[[ Material to process open ]]
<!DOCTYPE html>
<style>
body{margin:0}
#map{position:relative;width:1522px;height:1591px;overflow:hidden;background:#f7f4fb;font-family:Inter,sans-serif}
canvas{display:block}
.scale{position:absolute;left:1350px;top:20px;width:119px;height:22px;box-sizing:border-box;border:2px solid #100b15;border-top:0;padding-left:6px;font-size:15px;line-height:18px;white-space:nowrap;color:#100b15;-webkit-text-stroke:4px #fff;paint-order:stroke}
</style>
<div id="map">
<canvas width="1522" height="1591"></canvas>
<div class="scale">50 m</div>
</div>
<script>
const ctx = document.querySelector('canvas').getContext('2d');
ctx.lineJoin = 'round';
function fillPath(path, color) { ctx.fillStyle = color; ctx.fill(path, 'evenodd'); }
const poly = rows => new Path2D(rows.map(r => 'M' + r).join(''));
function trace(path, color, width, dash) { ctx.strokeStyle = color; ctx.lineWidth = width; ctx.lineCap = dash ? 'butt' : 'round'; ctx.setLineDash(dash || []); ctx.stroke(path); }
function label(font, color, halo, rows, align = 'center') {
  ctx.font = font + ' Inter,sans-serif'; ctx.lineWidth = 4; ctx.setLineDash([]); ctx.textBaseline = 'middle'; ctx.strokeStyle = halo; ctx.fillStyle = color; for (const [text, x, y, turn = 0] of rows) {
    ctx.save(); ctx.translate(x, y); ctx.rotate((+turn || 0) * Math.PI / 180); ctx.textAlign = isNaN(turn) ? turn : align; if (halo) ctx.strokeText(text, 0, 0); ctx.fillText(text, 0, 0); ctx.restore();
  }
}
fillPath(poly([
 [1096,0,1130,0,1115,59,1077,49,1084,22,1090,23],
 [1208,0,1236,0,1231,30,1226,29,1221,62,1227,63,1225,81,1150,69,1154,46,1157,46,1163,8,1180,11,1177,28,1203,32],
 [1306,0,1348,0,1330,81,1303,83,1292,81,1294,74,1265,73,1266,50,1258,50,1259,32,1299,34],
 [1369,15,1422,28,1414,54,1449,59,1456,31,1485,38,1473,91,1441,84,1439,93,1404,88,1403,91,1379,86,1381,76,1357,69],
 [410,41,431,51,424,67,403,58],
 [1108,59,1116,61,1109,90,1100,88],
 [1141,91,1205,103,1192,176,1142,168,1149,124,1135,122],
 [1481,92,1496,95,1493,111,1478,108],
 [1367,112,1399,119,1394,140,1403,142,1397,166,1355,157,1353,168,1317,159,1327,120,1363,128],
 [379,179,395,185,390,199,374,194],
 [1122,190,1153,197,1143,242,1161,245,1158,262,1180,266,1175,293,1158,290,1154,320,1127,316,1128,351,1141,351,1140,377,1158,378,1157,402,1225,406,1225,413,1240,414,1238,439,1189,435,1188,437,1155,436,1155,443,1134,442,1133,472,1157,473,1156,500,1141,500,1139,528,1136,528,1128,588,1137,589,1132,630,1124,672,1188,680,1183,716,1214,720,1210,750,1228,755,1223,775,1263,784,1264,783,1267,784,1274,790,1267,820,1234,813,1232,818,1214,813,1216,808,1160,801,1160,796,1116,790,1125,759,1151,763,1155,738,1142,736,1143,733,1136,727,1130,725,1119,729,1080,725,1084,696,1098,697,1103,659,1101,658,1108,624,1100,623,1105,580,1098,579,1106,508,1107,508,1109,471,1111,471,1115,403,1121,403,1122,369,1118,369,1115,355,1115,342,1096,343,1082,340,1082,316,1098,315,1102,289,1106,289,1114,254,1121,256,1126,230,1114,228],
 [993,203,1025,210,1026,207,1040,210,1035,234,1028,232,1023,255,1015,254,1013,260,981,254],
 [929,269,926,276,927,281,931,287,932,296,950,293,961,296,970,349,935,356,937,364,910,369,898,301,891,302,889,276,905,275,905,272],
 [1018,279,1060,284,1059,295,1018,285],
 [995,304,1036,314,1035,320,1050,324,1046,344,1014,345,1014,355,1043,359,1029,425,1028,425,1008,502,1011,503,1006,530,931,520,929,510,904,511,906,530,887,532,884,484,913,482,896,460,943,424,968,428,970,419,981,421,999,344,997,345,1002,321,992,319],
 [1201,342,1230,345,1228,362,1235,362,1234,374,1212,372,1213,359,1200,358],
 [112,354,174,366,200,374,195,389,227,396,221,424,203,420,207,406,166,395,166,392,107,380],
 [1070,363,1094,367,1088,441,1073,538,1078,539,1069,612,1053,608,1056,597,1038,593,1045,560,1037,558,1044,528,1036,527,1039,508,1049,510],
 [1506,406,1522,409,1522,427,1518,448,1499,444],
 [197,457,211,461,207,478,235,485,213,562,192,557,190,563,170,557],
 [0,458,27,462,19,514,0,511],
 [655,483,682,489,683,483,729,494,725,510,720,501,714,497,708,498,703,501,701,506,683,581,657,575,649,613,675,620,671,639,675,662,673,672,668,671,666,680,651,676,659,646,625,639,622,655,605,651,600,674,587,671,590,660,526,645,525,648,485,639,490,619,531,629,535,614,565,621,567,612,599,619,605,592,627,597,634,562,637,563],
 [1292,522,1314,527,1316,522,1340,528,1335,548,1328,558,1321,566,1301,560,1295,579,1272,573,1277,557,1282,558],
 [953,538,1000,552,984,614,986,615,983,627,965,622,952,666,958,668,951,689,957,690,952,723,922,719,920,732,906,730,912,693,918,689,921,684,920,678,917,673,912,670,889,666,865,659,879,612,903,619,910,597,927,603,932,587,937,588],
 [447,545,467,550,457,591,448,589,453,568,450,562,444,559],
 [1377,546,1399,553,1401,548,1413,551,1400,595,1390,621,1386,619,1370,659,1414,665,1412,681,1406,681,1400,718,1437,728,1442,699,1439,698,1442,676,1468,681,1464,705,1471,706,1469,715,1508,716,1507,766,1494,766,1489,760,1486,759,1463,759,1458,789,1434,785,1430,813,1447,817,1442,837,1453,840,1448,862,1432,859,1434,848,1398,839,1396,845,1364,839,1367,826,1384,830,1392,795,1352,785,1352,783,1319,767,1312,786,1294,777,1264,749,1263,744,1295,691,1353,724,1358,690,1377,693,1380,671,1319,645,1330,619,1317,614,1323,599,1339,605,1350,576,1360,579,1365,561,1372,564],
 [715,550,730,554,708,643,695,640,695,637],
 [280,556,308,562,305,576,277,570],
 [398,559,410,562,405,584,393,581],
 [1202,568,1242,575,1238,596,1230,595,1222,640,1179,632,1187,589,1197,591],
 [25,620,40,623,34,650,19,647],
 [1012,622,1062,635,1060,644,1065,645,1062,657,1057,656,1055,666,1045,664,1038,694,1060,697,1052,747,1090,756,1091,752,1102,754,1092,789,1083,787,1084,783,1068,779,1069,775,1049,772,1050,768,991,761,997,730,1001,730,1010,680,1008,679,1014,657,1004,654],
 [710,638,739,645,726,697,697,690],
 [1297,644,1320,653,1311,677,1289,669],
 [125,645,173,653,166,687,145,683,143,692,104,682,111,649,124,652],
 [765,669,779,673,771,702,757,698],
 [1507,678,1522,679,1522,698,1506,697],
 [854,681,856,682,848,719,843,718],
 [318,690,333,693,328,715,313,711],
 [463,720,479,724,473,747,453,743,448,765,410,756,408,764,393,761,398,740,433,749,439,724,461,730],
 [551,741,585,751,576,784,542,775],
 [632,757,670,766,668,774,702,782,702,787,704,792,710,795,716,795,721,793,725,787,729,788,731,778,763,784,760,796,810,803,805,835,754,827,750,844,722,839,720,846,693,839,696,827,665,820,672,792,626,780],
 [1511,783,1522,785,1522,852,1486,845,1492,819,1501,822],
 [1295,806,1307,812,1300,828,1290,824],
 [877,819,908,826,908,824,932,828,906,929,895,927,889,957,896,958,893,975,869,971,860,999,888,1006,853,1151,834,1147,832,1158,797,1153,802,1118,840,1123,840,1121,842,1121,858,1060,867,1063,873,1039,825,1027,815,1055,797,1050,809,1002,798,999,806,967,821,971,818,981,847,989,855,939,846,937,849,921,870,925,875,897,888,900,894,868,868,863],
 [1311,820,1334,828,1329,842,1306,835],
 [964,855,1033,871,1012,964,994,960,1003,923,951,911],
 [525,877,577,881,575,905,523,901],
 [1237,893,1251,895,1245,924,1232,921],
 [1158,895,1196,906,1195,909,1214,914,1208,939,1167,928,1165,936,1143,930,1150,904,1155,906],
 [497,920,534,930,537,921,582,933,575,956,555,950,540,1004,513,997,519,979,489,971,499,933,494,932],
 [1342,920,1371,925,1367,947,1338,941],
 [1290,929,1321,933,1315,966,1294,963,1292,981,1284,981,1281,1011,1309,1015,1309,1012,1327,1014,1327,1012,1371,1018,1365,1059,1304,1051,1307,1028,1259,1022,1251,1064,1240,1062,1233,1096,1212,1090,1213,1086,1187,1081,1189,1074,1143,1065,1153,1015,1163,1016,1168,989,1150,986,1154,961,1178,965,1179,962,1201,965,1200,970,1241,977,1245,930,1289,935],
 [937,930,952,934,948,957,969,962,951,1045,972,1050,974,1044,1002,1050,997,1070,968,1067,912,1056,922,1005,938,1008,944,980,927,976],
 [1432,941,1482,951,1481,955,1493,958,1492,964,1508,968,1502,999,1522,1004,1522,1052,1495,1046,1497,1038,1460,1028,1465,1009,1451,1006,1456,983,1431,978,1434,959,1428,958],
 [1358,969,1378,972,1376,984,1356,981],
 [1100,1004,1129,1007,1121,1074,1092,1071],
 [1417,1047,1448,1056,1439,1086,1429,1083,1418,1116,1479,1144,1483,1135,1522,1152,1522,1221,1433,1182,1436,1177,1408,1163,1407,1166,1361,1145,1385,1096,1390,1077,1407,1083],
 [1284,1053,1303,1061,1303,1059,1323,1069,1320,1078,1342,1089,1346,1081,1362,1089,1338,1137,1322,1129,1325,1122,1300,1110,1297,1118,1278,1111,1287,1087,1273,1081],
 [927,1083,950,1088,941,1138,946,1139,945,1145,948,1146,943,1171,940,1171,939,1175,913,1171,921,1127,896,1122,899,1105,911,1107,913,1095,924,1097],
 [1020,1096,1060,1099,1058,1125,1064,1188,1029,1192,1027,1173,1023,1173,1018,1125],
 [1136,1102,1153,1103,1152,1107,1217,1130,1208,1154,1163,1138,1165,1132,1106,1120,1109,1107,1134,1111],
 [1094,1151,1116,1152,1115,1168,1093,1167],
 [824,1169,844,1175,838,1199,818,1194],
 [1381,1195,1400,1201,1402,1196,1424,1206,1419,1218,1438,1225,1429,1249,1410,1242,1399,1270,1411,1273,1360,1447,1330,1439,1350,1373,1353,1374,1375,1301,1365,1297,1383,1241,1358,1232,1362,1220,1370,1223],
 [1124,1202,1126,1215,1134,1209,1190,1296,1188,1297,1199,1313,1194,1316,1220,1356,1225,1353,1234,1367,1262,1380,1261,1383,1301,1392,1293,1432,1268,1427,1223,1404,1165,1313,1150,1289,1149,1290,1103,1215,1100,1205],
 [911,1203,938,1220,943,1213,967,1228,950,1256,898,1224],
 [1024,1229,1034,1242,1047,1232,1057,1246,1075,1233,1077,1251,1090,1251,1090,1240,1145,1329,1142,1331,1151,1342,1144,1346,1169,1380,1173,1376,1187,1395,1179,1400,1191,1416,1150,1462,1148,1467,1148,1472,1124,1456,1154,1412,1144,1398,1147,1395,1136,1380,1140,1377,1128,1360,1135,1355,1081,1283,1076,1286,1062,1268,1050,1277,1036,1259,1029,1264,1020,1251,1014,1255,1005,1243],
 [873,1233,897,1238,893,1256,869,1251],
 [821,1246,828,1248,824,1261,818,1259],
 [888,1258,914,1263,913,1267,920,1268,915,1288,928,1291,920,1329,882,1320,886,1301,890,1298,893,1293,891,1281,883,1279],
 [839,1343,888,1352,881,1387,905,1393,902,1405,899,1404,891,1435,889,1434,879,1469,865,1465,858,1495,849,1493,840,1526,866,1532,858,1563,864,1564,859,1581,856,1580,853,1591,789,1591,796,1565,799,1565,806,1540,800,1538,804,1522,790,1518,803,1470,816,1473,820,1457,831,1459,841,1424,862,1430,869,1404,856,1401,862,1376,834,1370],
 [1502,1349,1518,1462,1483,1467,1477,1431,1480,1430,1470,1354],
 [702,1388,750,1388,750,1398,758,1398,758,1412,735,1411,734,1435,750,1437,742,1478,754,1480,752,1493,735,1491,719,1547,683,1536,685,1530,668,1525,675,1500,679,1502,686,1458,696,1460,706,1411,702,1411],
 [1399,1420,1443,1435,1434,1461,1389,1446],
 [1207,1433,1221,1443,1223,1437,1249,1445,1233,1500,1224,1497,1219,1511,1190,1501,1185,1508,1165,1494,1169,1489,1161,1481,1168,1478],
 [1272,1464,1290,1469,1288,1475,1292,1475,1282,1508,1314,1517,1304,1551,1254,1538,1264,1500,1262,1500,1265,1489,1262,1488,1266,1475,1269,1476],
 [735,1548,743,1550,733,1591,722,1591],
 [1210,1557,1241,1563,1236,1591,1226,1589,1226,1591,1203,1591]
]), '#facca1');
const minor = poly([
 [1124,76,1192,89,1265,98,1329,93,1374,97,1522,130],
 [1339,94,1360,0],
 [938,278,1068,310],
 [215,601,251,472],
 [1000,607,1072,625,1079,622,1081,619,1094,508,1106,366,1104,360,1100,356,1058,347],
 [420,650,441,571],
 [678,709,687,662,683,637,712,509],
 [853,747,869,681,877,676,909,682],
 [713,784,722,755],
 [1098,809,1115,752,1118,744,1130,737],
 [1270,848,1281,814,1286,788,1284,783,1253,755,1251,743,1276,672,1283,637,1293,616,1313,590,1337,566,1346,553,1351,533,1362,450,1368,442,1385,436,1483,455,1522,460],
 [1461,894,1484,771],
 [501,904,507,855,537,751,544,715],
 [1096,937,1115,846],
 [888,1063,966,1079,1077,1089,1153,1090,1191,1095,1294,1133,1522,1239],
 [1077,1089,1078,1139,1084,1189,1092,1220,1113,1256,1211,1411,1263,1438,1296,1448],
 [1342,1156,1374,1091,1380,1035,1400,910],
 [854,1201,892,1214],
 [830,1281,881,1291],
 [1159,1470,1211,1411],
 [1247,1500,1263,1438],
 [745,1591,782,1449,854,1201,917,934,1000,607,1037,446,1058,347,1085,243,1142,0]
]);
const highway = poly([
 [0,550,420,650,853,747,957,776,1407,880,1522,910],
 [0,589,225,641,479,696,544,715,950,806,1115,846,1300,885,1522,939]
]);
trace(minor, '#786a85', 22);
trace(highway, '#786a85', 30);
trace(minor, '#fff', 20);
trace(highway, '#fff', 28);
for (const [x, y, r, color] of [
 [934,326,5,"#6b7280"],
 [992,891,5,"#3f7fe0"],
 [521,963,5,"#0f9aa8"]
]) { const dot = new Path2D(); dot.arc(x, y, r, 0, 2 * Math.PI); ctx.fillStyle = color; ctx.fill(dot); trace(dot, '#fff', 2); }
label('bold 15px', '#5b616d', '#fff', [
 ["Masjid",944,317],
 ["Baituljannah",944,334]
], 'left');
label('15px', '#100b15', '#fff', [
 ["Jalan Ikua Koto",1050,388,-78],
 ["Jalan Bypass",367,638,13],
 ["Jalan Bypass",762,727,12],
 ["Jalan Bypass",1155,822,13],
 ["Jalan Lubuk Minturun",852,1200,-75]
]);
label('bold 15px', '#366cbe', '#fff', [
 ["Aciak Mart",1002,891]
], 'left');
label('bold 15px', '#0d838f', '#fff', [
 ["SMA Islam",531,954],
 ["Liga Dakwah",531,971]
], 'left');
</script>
[[ Material to process closed ]]
Restate word for word the lines in the material above from the one with "const ctx = document.querySelector('canvas').getContext('2d');" to the one with "const poly = rows"; both of those lines count, and nothing else does.

Response area:
const ctx = document.querySelector('canvas').getContext('2d');
ctx.lineJoin = 'round';
function fillPath(path, color) { ctx.fillStyle = color; ctx.fill(path, 'evenodd'); }
const poly = rows => new Path2D(rows.map(r => 'M' + r).join(''));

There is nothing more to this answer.